BRIEF DESCRIPTION OF THE DRAWINGS
[0012] FIG. 1 depicts a hands-free audio system, which may be used in an
automotive vehicle.
[0013] FIG. 2 is a schematic block diagram of a typical ASR barge-in detection system.
[0014] FIG. 3 depicts a schematic block diagram for an enhanced barge-in
detection system in accordance with embodiments of the invention. [0015] FIG. 4 depicts steps of a method for generating a barge-in decision in accordance with embodiments of the invention.
DETAILED DESCRIPTION
[0016] FIG. 1 depicts a hands-free audio system, which may be used in an
automotive vehicle 104. In the vehicle 104, the hands-free audio system 105 comprises a microphone 112 or multiple microphones (only one shown) and a loudspeaker 114 or multiple loudspeakers (one shown). The hands free audio system may be a vehicle telematics system (optionally including a network access device), a vehicle radio or head unit, or any other similar type of system that contains hands-free speech recognition capability.

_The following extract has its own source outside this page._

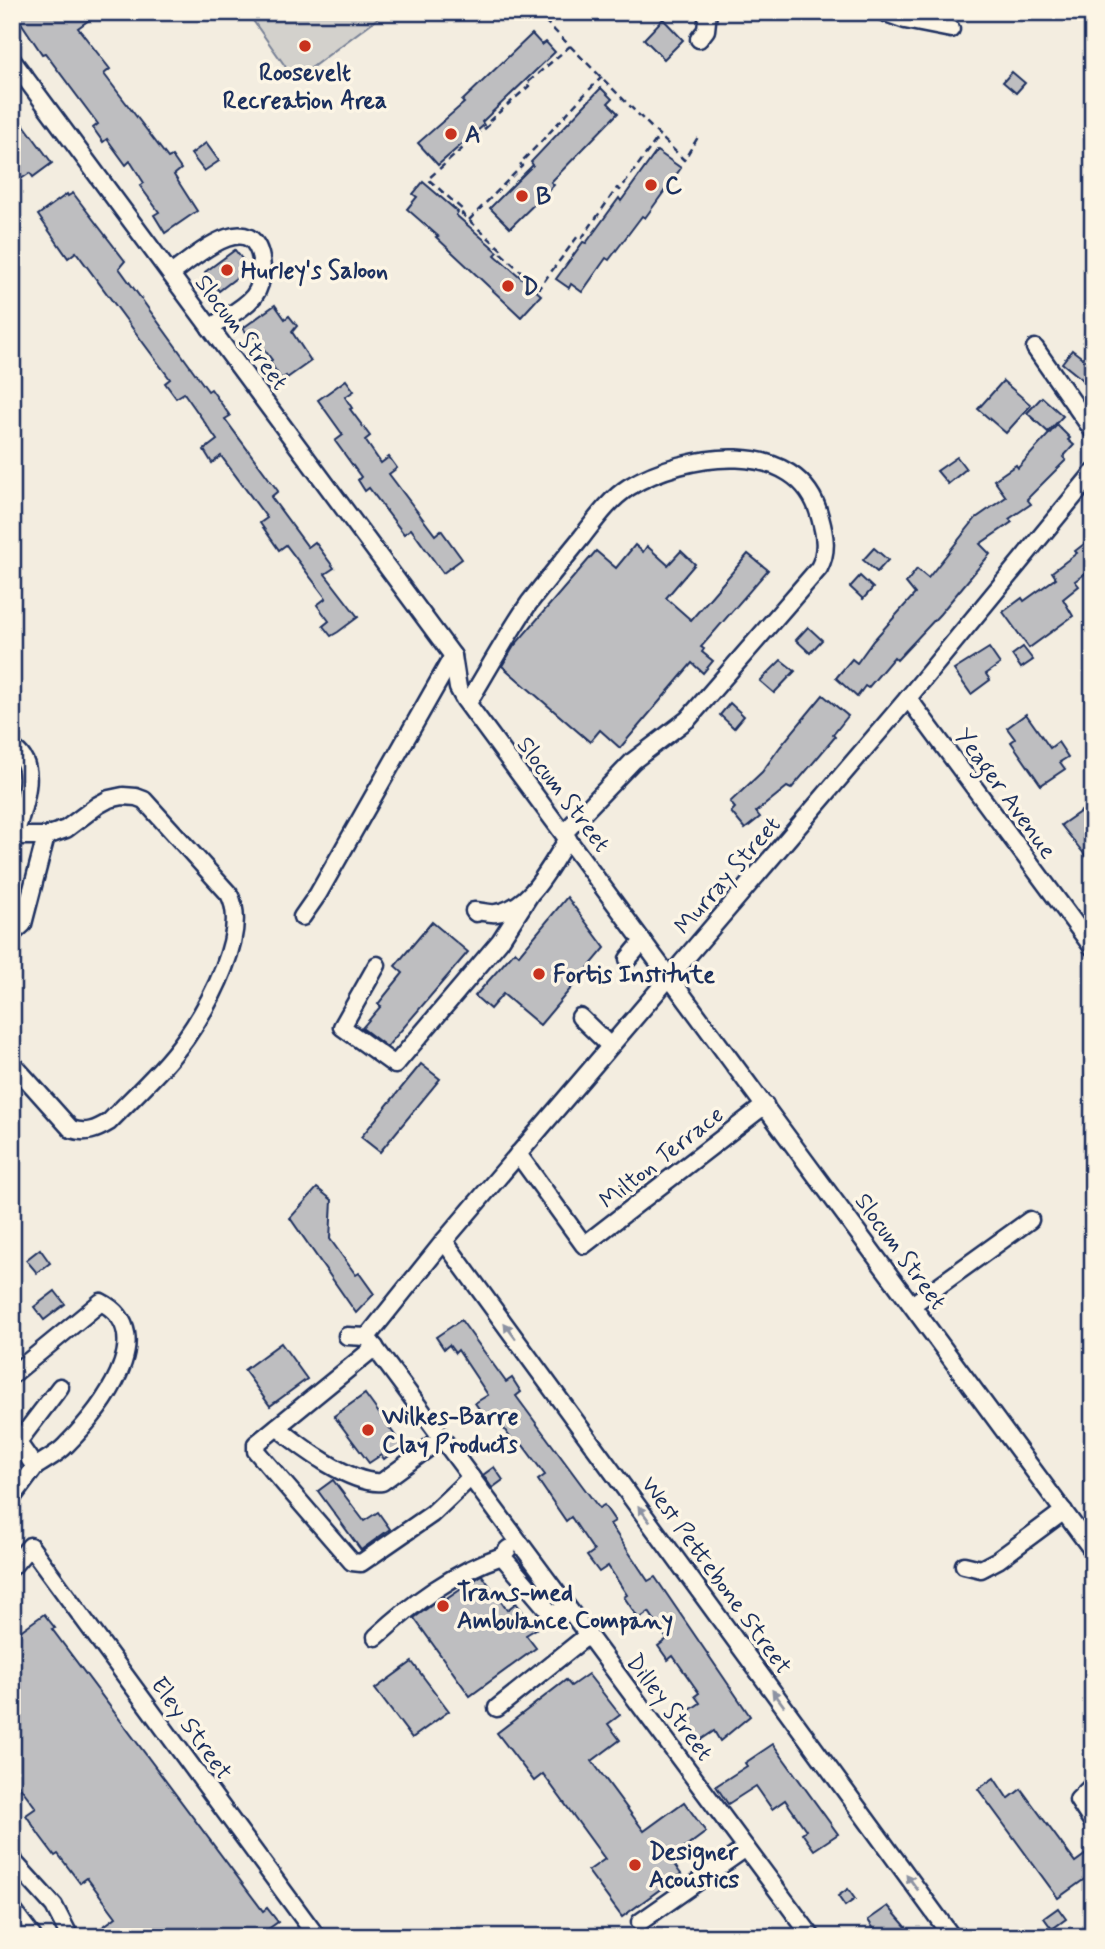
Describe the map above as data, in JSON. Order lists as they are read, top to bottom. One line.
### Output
{"streets":{"street":["Slocum Street","Yeager Avenue","Murray Street","Milton Terrace","West Pettebone Street","Dilley Street","Eley Street"]},"crossings":[["Slocum Street","Murray Street"],["Slocum Street","Milton Terrace"],["Yeager Avenue","Murray Street"],["Murray Street","Milton Terrace"],["Murray Street","West Pettebone Street"],["Murray Street","Dilley Street"]],"one_way":["West Pettebone Street"],"places":["Roosevelt Recreation Area","A","C","B","Hurley's Saloon","D","Fortis Institute","Wilkes-Barre Clay Products","Trans-med Ambulance Company","Designer Acoustics"]}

[0017] The microphone 112 transduces or“picks up” audio -frequency signals from within the passenger compartment or interior 103 of the vehicle 104 and provides electrical signals representing those audio signals to a controller 130 for the hands-free audio system 105. The microphone 112 thus picks up road noise, wind noise, and engine noise caused by the vehicle being driven about as well as audio signals output from loudspeakers 114 in the cabin 103.

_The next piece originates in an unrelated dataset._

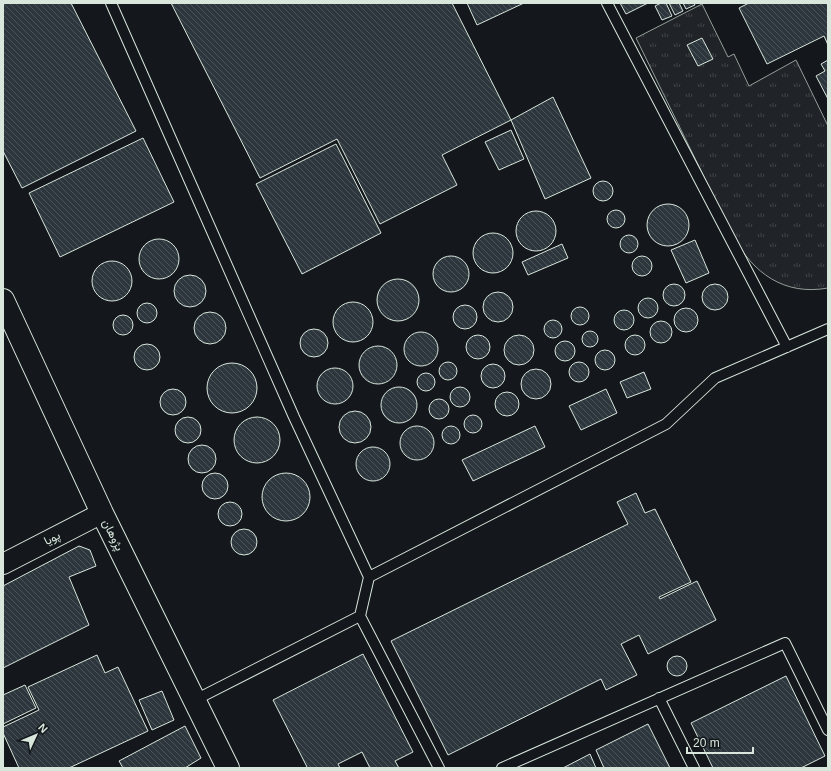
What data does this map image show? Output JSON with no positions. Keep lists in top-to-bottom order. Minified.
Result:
{"streets":{"main road":["پژوهان"],"street":["پویا"]},"crossings":[["پژوهان","پویا"]],"scale_bar":"20 m","north":"top right"}
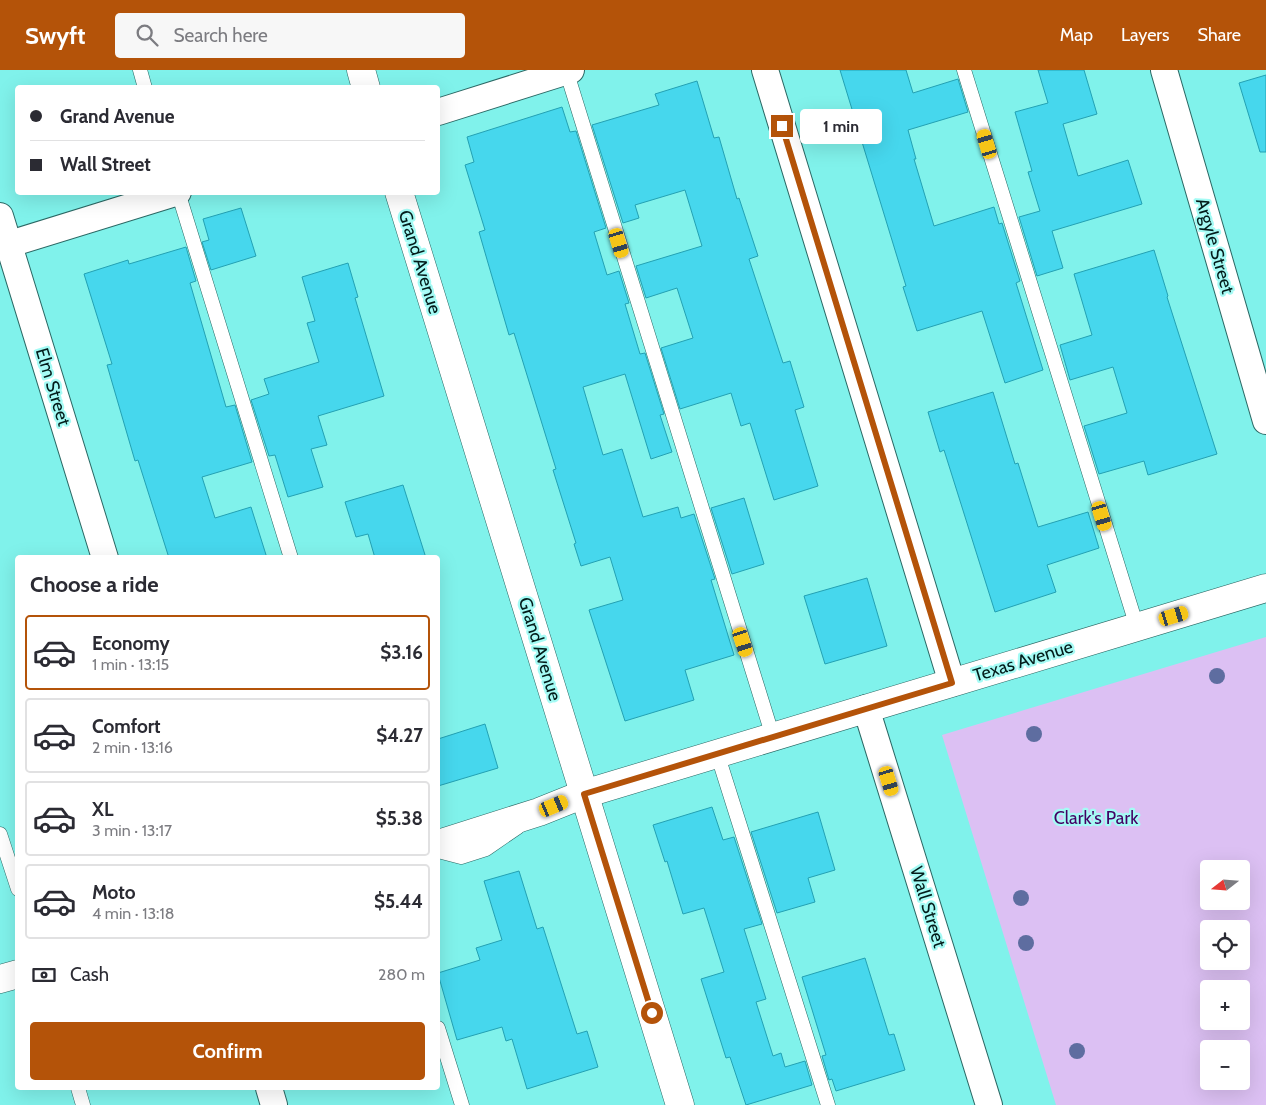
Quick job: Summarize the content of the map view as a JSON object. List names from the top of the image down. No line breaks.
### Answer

[0018] The loudspeaker 114 portion of the hands-free system 105 receives
electrical signals in the audio-frequency range corresponding to ASR prompts from the controller 130 for the hands-free audio system 105. The loudspeaker 114 transduces those electrical signals into sound waves or audio signals 113 that can be heard throughout the passenger
compartment 103 of the vehicle 104.
[0019] Audio signals 113 picked up by the microphone 112 are converted to
electrical signals that are provided to the controller 130.

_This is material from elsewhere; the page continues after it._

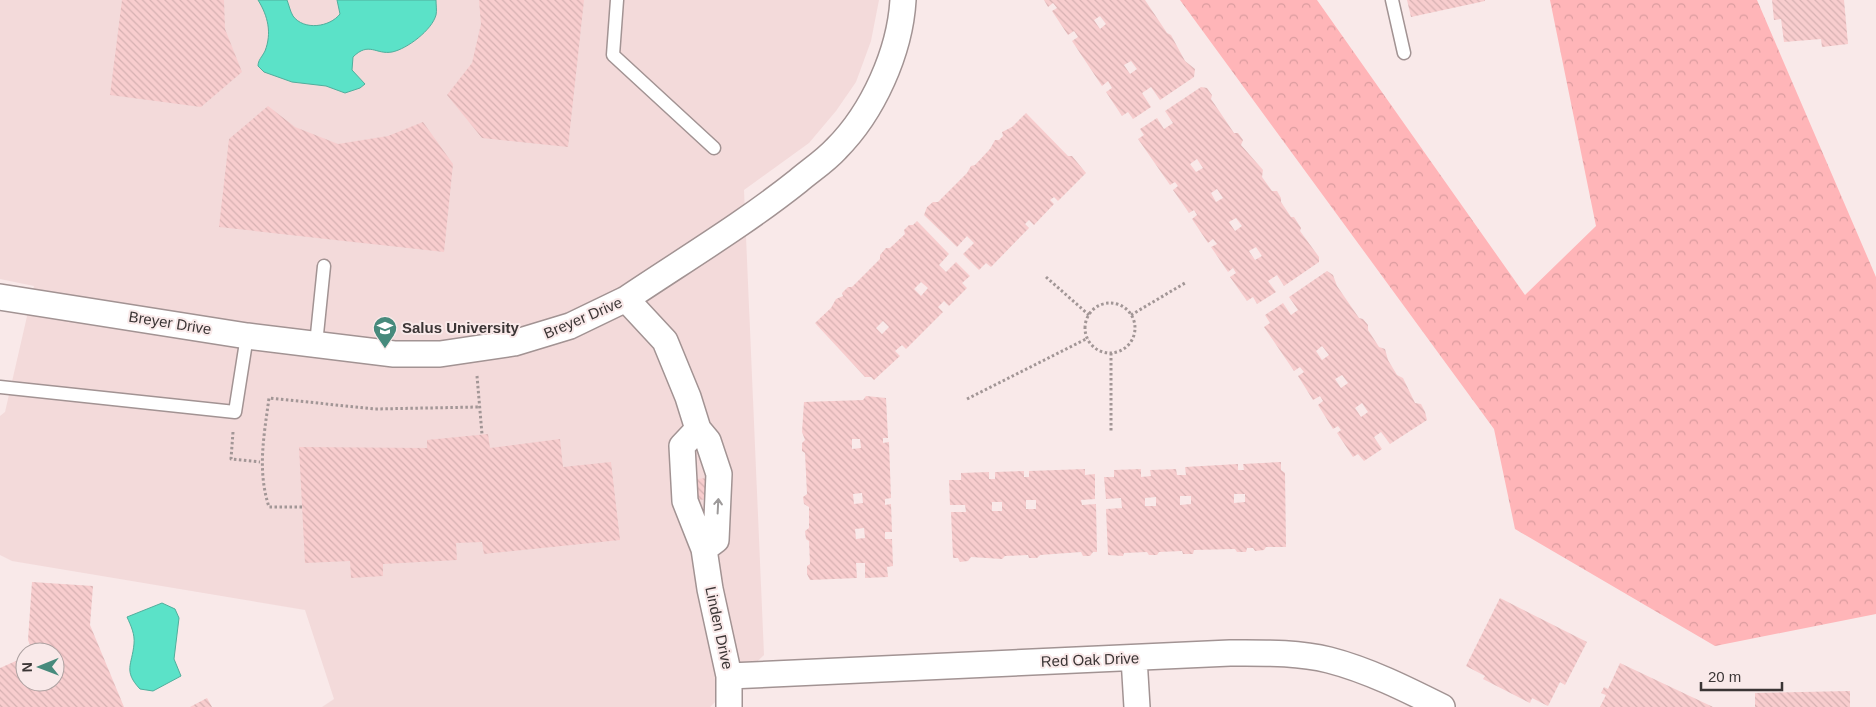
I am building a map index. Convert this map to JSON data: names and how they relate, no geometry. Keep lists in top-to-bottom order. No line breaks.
{"streets":{"street":["Breyer Drive","Linden Drive","Red Oak Drive"]},"crossings":[["Linden Drive","Red Oak Drive"]],"places":{"school or university":["Salus University"]},"scale_bar":"20 m","north":"left"}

[0020] FIG. 2 is a schematic block diagram of a typical ASR barge-in detection system. In the system of FIG. 2, the echo signal is removed (AEC, echo suppression) and then the resulting signal is passed to the voice activity detector (VAD). The VAD can only make a decision based on the input signal. If there is residual echo in this signal, it may trigger the VAD, even though there is no speech from the user in the cabin.
[0021] US Patent 6785365B2, entitled Method and apparatus for facilitating speech barge-in in connection with voice recognition systems, is an example of such a barge-in detector. The method disclosed in the‘365 patent calculates the energy in the prompt signal (Sp) and the hne input signal (Si). The line input signal is the microphone signal after local echo cancellation has been applied but a“prompt residue” (i.e., residual echo) remains; this is equivalent to the“error” signal in the terminology used in this document for describing embodiments of the present invention.
[0022] The goal of the method of the‘365 patent is to use Sp and Si to compute an attenuation parameter that is used to sufficiently attenuate (or remove) the“prompt residue”. Once the prompt residue has been removed, the resulting signal is compared to a threshold. At this point, any remaining energy above the threshold is considered to be speech (barge-in event is triggered). Acoustic echo cancellation (AEC) and residual echo suppression (ES) is applied to the input signal and then a voice activity detector (VAD) is used to detect barge-in.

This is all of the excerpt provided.